CrunchBang Linux was a distribution created by Philip Newborough. It was based on Debian GNU/Linux and used the Openbox window manager and GTK applications.

This distribution was designed to offer an excellent balance between speed and functionality, it was as stable as Debian itself, in addition to incorporating by default a minimalist and modern interface that could be customized to the extreme, which made this distribution perfect for productivity and to install on computers with few hardware resources.

On February 6, 2015, Newborough announced his withdrawal from the project, leaving it in the hands of the community, but those who picked up the baton did not uphold principles such as minimalism, lightness, and attention to detail. This article derives from the latter.

The Linux Unified Key Setup or LUKS is a disk-encryption specification created by Clemens Fruhwirth and originally intended for GNU/Linux. While most disk encryption software implements different and incompatible, undocumented formats, LUKS specifies a platform-independent standard on-disk format for use in various tools. This facilitates compatibility and interoperability amongst different programs.

The reference implementation for LUKS operates on GNU/Linux and is based on an enhanced version of cryptsetup, using dm-crypt as the disk encryption backend. Under Microsoft Windows, LUKS-encrypted disks can be used with FreeOTFE (discontinued) or DoxBox.

Plymouth is an application that runs very early in the boot process (even before the root filesystem is mounted!) that provides a graphical boot animation while the boot process happens in the background.

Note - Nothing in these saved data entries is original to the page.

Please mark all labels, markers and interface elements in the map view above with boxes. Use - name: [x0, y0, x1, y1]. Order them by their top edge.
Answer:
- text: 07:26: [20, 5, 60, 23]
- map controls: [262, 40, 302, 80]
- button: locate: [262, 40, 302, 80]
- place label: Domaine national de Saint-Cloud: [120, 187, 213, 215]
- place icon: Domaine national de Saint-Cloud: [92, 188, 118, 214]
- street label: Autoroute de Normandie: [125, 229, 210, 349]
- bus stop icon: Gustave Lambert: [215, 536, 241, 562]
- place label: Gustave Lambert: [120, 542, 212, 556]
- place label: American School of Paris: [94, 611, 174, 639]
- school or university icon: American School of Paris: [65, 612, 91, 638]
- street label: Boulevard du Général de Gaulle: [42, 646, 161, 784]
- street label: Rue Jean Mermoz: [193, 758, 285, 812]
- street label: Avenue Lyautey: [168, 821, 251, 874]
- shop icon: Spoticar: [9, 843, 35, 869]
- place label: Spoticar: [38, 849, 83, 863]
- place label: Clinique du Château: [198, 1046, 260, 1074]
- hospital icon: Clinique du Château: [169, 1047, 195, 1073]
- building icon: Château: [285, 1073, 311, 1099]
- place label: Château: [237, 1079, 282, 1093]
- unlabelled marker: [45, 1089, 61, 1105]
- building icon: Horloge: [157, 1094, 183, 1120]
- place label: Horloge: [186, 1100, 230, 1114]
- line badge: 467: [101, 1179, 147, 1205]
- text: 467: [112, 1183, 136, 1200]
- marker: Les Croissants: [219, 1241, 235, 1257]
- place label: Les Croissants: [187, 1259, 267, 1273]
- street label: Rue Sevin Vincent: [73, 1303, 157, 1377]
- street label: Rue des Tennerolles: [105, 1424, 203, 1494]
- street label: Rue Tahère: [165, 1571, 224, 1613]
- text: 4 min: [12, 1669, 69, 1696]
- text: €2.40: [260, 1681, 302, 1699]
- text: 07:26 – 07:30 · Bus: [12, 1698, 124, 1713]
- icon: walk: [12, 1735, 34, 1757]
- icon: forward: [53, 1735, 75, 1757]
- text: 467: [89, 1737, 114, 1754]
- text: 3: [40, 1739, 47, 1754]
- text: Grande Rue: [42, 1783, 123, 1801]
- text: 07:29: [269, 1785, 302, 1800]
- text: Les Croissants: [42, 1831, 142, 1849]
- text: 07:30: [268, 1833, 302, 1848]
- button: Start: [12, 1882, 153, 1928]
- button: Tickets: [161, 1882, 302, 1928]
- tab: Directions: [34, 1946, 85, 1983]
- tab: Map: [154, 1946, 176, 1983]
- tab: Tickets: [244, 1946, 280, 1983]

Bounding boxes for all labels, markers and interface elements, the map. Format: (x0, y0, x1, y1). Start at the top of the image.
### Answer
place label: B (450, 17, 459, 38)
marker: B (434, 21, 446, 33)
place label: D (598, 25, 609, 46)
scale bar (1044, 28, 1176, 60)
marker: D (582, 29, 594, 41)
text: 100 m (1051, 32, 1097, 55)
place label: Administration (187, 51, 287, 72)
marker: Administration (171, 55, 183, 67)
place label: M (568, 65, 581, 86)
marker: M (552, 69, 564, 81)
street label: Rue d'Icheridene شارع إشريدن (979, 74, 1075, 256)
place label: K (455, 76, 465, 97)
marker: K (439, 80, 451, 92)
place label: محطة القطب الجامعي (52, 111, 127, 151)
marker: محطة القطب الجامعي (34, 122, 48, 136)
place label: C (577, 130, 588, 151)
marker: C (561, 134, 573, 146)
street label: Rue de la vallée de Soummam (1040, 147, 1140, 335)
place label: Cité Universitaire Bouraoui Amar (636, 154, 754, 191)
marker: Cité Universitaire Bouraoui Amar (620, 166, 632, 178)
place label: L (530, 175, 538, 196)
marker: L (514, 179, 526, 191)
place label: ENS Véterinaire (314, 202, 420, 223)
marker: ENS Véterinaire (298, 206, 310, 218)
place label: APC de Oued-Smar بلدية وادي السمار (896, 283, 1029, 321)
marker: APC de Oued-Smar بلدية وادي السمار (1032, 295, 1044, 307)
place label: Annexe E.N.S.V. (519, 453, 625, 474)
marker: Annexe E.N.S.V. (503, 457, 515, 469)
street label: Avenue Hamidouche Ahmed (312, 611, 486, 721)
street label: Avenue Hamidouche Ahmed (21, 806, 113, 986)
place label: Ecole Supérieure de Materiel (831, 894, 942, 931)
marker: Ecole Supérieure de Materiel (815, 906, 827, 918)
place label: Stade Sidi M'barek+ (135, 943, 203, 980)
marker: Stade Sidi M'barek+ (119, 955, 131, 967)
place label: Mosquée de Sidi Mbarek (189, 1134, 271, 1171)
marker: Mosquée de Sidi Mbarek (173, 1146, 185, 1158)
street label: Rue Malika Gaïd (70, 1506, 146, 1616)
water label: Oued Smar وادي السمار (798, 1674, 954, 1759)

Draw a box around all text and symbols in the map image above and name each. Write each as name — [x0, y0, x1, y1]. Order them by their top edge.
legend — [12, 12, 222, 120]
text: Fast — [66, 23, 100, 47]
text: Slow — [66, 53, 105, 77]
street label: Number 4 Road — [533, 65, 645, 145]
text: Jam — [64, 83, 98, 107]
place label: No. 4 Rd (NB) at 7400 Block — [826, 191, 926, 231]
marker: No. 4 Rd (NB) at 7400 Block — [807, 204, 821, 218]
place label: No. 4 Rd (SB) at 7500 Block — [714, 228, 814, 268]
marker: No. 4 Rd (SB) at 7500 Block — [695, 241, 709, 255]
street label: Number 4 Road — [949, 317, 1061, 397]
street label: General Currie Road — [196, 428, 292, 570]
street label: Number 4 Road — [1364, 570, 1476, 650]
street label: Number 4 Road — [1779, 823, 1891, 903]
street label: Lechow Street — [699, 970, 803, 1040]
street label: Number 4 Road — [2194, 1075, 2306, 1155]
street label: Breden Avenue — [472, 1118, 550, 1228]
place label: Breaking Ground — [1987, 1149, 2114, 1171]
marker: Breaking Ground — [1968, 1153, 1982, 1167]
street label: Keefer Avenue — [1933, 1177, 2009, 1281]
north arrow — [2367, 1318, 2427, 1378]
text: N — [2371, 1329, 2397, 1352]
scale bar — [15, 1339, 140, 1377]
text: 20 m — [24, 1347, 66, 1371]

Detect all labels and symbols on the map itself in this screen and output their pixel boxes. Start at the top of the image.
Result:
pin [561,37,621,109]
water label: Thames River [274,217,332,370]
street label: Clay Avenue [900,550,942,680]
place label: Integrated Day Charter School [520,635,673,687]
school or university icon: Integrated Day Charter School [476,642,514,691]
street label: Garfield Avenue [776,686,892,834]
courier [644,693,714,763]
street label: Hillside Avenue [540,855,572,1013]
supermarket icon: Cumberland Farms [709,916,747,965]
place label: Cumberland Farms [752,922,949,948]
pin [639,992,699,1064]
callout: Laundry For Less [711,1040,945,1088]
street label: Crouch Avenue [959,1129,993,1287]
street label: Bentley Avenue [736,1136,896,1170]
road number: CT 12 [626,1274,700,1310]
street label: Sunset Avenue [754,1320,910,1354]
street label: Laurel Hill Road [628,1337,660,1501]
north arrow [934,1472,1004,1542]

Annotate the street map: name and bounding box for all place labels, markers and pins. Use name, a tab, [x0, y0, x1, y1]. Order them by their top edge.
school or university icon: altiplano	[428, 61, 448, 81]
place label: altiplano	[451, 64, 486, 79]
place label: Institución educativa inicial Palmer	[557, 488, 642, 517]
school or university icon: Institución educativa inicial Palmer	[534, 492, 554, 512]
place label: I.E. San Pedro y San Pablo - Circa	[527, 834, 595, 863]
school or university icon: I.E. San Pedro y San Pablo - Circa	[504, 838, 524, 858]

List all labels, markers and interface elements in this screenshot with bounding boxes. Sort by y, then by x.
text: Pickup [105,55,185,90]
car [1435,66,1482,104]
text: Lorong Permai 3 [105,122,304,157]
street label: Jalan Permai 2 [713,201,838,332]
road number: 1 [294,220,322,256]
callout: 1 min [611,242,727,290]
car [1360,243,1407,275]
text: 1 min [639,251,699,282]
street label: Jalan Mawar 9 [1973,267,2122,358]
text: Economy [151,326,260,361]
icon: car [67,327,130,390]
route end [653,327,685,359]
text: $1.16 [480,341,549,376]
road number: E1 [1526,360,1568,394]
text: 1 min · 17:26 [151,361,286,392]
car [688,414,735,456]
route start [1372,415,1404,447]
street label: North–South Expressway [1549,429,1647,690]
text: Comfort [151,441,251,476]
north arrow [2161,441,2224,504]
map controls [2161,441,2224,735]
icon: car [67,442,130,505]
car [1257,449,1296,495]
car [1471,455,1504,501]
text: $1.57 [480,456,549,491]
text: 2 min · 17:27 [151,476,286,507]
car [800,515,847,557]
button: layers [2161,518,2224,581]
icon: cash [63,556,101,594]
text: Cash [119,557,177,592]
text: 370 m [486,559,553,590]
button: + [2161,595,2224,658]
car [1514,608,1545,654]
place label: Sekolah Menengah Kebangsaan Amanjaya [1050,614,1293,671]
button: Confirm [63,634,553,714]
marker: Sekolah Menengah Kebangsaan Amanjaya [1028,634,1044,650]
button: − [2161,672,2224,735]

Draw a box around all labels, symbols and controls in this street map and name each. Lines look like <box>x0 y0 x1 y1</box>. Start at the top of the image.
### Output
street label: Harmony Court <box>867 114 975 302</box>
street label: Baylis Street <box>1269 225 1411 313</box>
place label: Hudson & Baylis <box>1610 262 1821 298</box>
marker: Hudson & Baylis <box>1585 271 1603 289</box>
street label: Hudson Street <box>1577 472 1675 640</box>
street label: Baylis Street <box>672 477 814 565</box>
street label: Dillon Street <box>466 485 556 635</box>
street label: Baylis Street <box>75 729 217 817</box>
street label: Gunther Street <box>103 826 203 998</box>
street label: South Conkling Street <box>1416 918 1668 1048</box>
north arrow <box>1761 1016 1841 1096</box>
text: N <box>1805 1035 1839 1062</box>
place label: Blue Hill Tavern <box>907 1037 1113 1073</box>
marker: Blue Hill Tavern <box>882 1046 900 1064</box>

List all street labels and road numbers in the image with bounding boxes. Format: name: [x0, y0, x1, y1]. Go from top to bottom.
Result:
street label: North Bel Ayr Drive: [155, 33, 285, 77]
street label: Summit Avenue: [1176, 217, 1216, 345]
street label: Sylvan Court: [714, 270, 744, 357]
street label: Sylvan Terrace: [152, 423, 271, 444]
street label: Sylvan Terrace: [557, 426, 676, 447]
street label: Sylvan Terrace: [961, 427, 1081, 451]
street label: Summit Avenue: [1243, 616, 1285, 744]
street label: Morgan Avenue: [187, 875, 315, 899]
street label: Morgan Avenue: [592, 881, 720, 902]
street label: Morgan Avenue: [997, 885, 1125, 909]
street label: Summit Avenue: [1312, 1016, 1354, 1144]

It is designed to work on systems with Direct Rendering Manager (DRM) modesetting drivers. The idea is that early on in the boot process the native mode for the computer is set, plymouth uses that mode, and that mode stays throughout the entire boot process up to and after X starts. Ideally, the goal is to get rid of all flicker during startup.

For systems that don’t have DRM mode settings drivers, plymouth falls back to text mode.